I nod along, pretending to know what that’ll entail, exactly, or how to get there. Cindy looks at me helplessly, and I shrug.
“Great! We’ll have so much fun.” Sabine bangs her fist on the table. “We need to go get a DVD, Harry.”
“Why me?”
“Emily’s license got suspended.”
I turn to the curly-haired girl, shocked, and she merely shrugs her shoulders. Sabine curls her lips, and Harry looks smug. Clearly, it’s a guarded secret.
For their part, the three in front of me seem ecstatic that I’ve decided to join. It’s like…they see me.

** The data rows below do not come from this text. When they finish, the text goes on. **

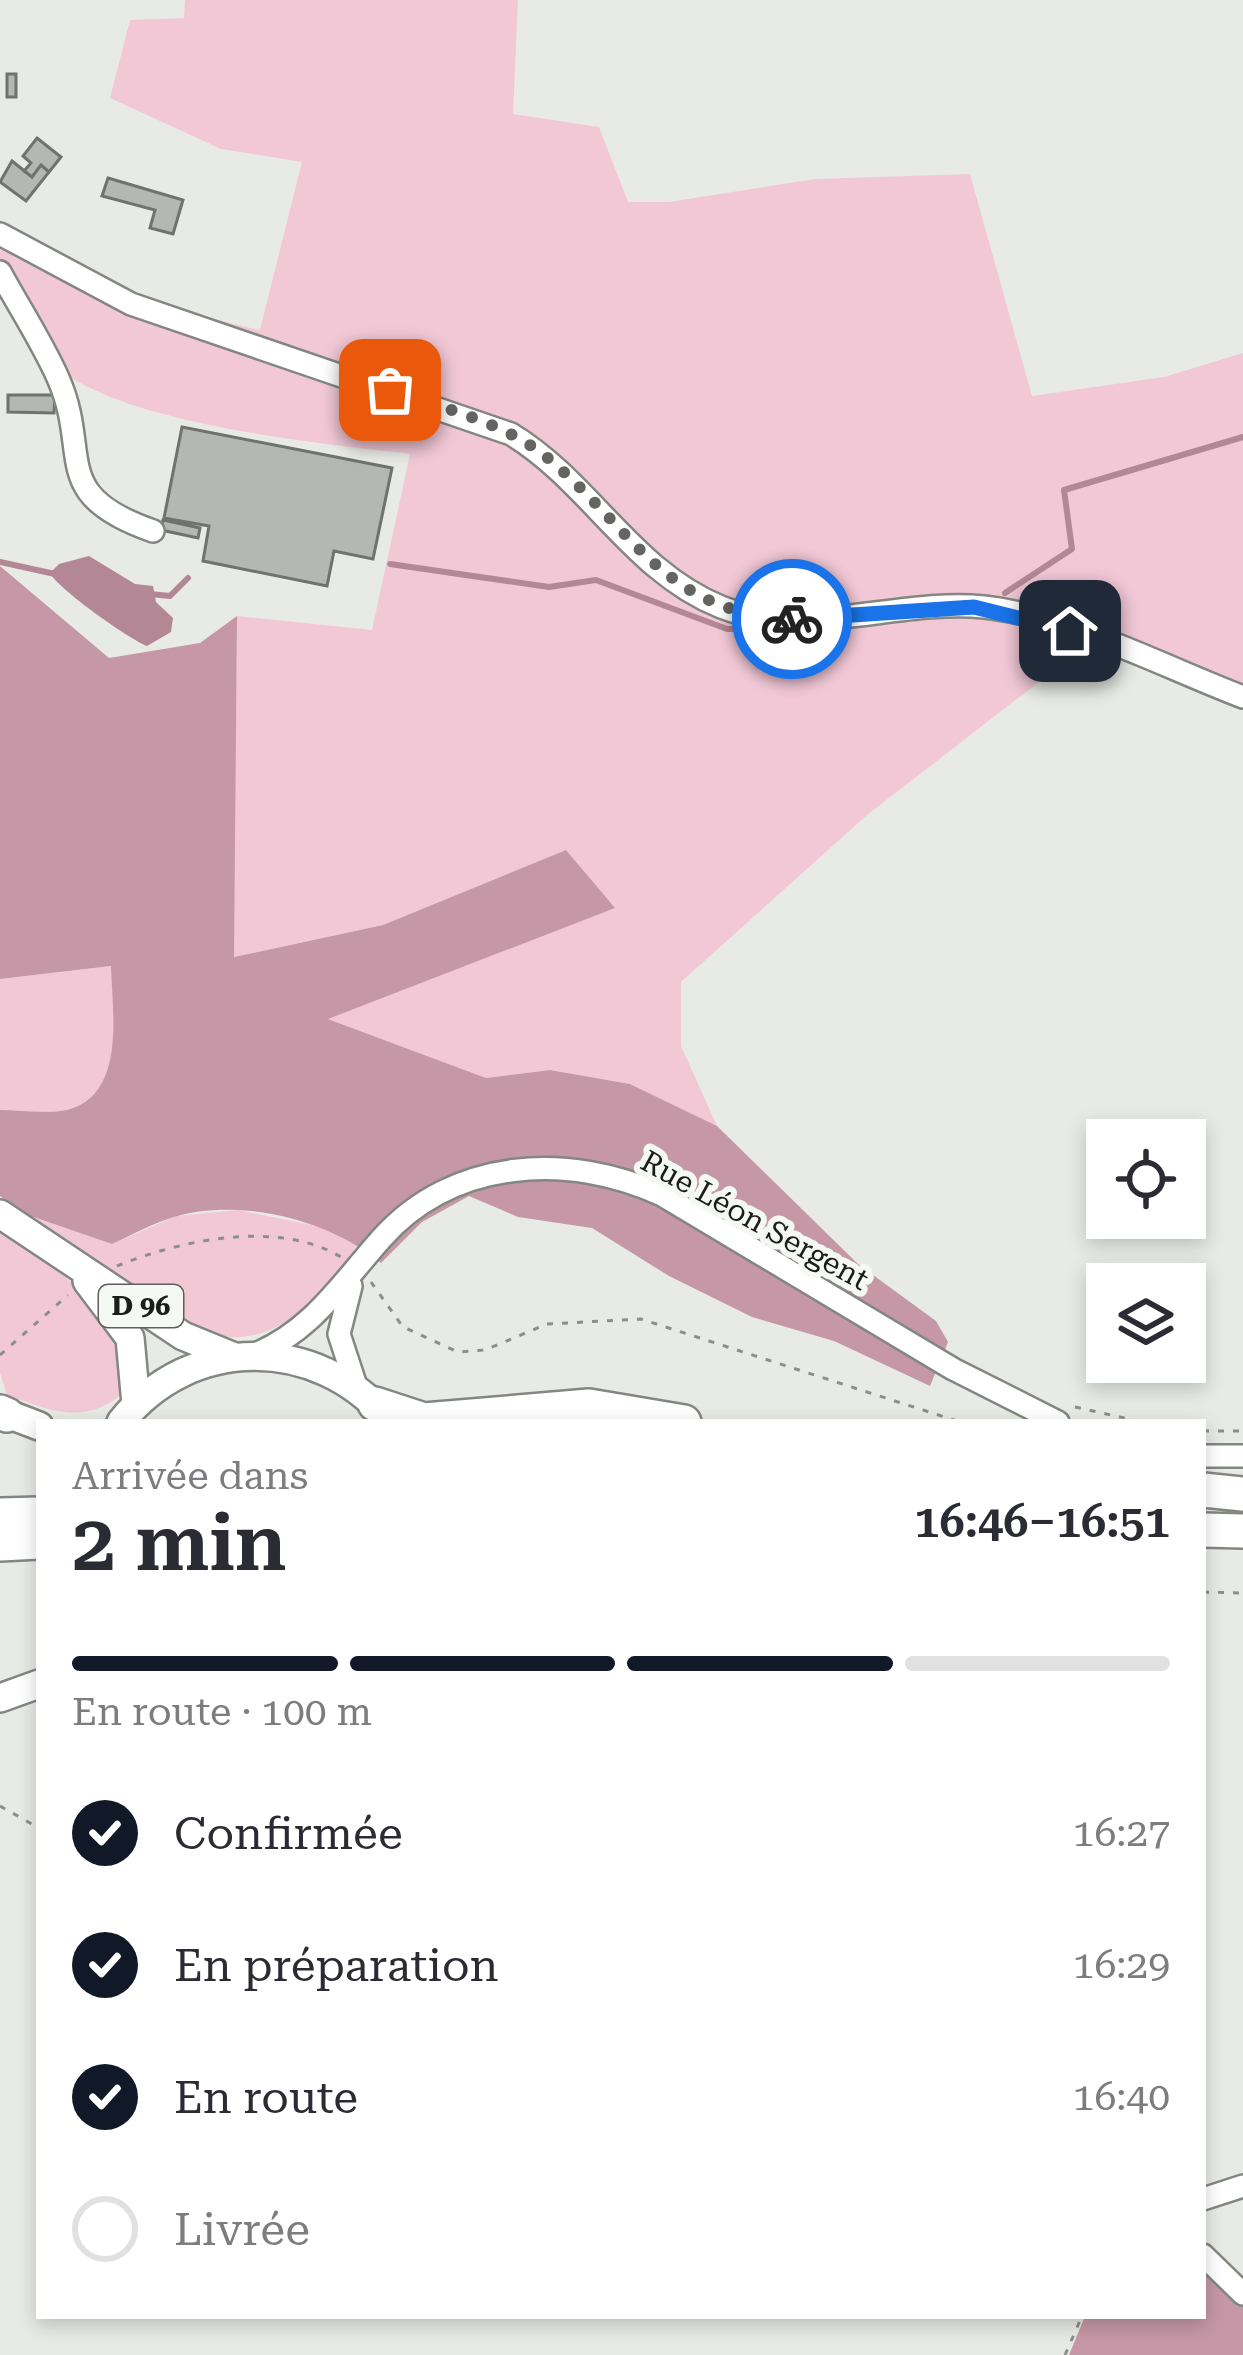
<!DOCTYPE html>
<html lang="fr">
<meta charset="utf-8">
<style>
body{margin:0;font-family:"Roboto Serif",serif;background:#f7f7f7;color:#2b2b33;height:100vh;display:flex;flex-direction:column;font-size:45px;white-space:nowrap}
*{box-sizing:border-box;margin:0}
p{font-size:39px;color:#7c7c81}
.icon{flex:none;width:66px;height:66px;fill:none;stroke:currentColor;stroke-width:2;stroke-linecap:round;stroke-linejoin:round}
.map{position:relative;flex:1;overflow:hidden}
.panel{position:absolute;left:36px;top:1419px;width:1170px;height:900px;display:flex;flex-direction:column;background:#fff;border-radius:0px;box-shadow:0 6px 18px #0003}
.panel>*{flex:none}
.controls{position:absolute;left:1086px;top:1119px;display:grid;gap:24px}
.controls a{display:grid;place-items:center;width:120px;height:120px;border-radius:0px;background:#fff;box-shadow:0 6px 18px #0003;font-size:60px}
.pin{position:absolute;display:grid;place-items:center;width:102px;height:102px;color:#fff;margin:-51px;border-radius:24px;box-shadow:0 6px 18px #0006}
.courier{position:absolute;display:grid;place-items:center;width:120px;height:120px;margin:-60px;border:9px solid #1a73e8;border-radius:50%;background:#fff;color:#222;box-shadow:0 3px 15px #0007}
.headline em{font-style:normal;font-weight:600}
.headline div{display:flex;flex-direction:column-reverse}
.headline{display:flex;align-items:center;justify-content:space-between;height:204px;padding:0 36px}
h1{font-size:78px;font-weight:600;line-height:90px}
.bar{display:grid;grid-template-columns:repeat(4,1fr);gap:18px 12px;align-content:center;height:144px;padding:0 36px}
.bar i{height:15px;border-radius:9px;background:#e1e1e2}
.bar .on{background:#111827}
.bar p{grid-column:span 4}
ol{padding:0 36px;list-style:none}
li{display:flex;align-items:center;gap:36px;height:132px}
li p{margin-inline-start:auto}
li .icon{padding:12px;border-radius:50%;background:#111827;color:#fff;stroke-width:4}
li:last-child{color:#7c7c81}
li i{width:66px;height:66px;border:6px solid #e1e1e2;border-radius:50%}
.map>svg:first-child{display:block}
.green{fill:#f2c8d6}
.forest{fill:#c697a7}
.water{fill:#b48796}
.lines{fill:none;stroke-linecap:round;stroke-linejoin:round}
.stream{stroke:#b48796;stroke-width:6}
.building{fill:#b4b8b2;stroke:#6f726d;stroke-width:3}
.minor-casing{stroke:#838781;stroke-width:26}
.major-casing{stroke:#838781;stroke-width:32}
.highway-casing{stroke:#838781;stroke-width:38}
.path{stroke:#8b8e89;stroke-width:3;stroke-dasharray:6 9;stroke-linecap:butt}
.minor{stroke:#fff;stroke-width:21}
.major{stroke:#fff;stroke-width:27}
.highway{stroke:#fff;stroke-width:33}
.done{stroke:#636562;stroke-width:12;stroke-dasharray:0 21.6}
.route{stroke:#1a73e8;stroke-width:15}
.labels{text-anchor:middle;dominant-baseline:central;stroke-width:12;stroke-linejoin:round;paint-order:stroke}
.shield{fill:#f5f9f3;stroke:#5d5f5c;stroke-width:3}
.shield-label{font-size:27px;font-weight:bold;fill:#1c1d1b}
.street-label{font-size:30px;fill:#1c1d1b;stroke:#f5f9f3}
</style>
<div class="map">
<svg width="1243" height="2355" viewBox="0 0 1243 2355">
<rect width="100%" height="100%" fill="#e8ebe5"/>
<!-- green -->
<path class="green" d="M185,0H518L513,114L599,127L628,202H669L815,179L970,174L1032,396L1164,377L1243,353V707L1084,647L867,815L681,982V1046L717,1126L630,1084L550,1070L486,1078L326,1018L614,908L566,850L383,925L233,957L237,616L372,630L410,454C325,444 100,423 46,356C31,338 21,311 9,291L0,295V220C76,274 169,311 260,330L302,162L221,149L110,98L130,20L184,18Z
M112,966C112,1010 127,1095 67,1110C47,1114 21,1110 0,1110V979Z
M238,1210L321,1227L358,1243C321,1299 275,1353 203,1333L22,1213L112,1244L176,1216Z
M0,1230C65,1276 119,1305 127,1390C87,1426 53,1412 7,1395L0,1373Z"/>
<!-- forest -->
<path class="forest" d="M0,566L109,658L200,643L237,616L234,957L383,925L566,850L615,908L328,1019L486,1078L550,1070L630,1084L717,1126L858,1264L936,1321L948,1342L930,1386L834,1341L752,1317L669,1276L592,1228L518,1217L469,1196L422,1222L381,1263C330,1220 239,1197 174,1217C153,1223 132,1235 112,1244L22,1213L0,1196V1110C21,1110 47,1114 67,1110C127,1095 112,1010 111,966L0,979Z
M1203,2263L1243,2301V2355H1069L1085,2316H1203Z"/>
<!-- water -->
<path class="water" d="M89,556L135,584L153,586L156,602L173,618L171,632L147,646C129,639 58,589 50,573L59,564Z"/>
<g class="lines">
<!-- stream -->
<path class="stream" d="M0,562L55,574
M390,564L549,587L596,580L727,629L772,628
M1005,593L1072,549L1064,490L1243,437
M150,594L170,596L188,578"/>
</g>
<!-- building -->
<path class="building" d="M7,74H16V97H7Z
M37,138L61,157L49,172L41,165L32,177L24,171L31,163L23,156Z
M12,161L32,177L41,165L49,172L26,201L0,182Z
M108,178L183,200L173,234L150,228L155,210L102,196Z
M8,395H55L54,413L8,412Z
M182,427L392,468L373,559L334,551L327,586L203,561L209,526L164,518Z
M163,520L200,528L198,538L161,530Z"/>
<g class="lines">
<defs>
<path id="minor" d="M0,234L131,304L511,434C590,482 633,572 721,607C804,640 899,598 984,607C1068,616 1164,667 1243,697
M0,272C19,307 42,342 58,378C92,455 47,494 153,531
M351,1286L339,1334L357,1389
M253,1355C311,1332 341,1284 381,1239C453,1158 569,1152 662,1195L953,1369L1058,1422
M1203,1456H1243
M1203,2199L1243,2186
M1203,2255L1243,2294"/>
<path id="major" d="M0,1214L183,1336L232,1356
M87,1281L130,1338L136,1404
M0,1411L39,1426
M121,1422C190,1335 316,1335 388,1419
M0,1698L39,1684"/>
<path id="highway" d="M375,1404L424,1420L589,1406L684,1422
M0,1412L7,1415
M1203,1490L1243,1494
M0,1515L39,1514
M1203,1530L1243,1531
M0,1544L39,1542"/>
</defs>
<!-- minor casing -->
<use href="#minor" class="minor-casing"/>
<!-- major casing -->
<use href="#major" class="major-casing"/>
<!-- highway casing -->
<use href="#highway" class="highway-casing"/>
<!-- path -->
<path class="path" d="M117,1266C181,1240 277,1219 341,1257
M371,1282L403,1327L458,1352L485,1350L547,1324L641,1319L960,1422
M0,1355L68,1295
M1075,1407L1142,1422
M1203,1431H1243
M1203,1592L1243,1593
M0,1806L39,1828
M1065,2355L1082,2316"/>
<!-- minor -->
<use href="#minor" class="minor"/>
<!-- major -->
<use href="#major" class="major"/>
<!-- highway -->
<use href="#highway" class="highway"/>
</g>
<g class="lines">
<!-- done -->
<path class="done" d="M390,390C442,408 500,421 544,455C631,525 663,614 792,619"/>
<!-- route -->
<path class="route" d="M792,619L974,607L1070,631"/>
</g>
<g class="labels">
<!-- shield labels -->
<rect class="shield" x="99" y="1285" width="84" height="42" rx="9"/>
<g class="shield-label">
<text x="141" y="1306">D 96</text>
</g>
<!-- street labels -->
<g class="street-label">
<text transform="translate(755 1220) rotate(29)">Rue Léon Sergent</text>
</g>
</g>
</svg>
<div class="controls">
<a><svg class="icon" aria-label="locate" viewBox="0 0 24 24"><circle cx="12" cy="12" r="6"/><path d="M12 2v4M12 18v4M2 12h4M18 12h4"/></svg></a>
<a><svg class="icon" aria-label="layers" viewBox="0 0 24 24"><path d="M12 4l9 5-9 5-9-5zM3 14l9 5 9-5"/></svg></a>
</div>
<div class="pin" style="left:390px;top:390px;background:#ea580c"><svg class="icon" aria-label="bag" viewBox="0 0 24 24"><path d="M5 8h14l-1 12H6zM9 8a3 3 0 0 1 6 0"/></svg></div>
<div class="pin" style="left:1070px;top:631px;background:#1f2937"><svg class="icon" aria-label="home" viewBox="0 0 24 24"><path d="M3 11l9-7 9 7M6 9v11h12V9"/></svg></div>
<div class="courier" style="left:792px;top:619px"><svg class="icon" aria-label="bike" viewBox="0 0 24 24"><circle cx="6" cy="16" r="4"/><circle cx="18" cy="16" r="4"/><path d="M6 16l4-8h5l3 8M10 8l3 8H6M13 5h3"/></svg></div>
<section class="panel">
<div class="headline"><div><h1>2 min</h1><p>Arrivée dans</p></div><em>16:46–16:51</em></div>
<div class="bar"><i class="on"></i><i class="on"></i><i class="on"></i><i></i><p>En route · 100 m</p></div>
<ol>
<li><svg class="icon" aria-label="check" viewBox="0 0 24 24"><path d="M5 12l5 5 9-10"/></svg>Confirmée<p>16:27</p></li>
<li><svg class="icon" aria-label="check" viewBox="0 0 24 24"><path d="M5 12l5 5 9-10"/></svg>En préparation<p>16:29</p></li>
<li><svg class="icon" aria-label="check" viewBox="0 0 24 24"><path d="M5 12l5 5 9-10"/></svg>En route<p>16:40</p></li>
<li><i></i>Livrée</li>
</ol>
</section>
</div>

“It’s strange that we haven’t talked before,” Sabine tells me suddenly. “How do I put it…I’ve seen you around, but I can’t quite remember what classes you go to.”
“Sabine!” Emily almost yells it. “You can’t just say that.”
“But it’s true.”
As they bicker, I look to Cindy.
“We don’t fade into the background like that, do we?” she hisses to me.
My smile’s more forced than it has to be. My heartbeat’s fluttering. “Maybe that’s changing,” I say.
Cindy looks dubious.
I shrug and answer some question Harry’s volleyed my way.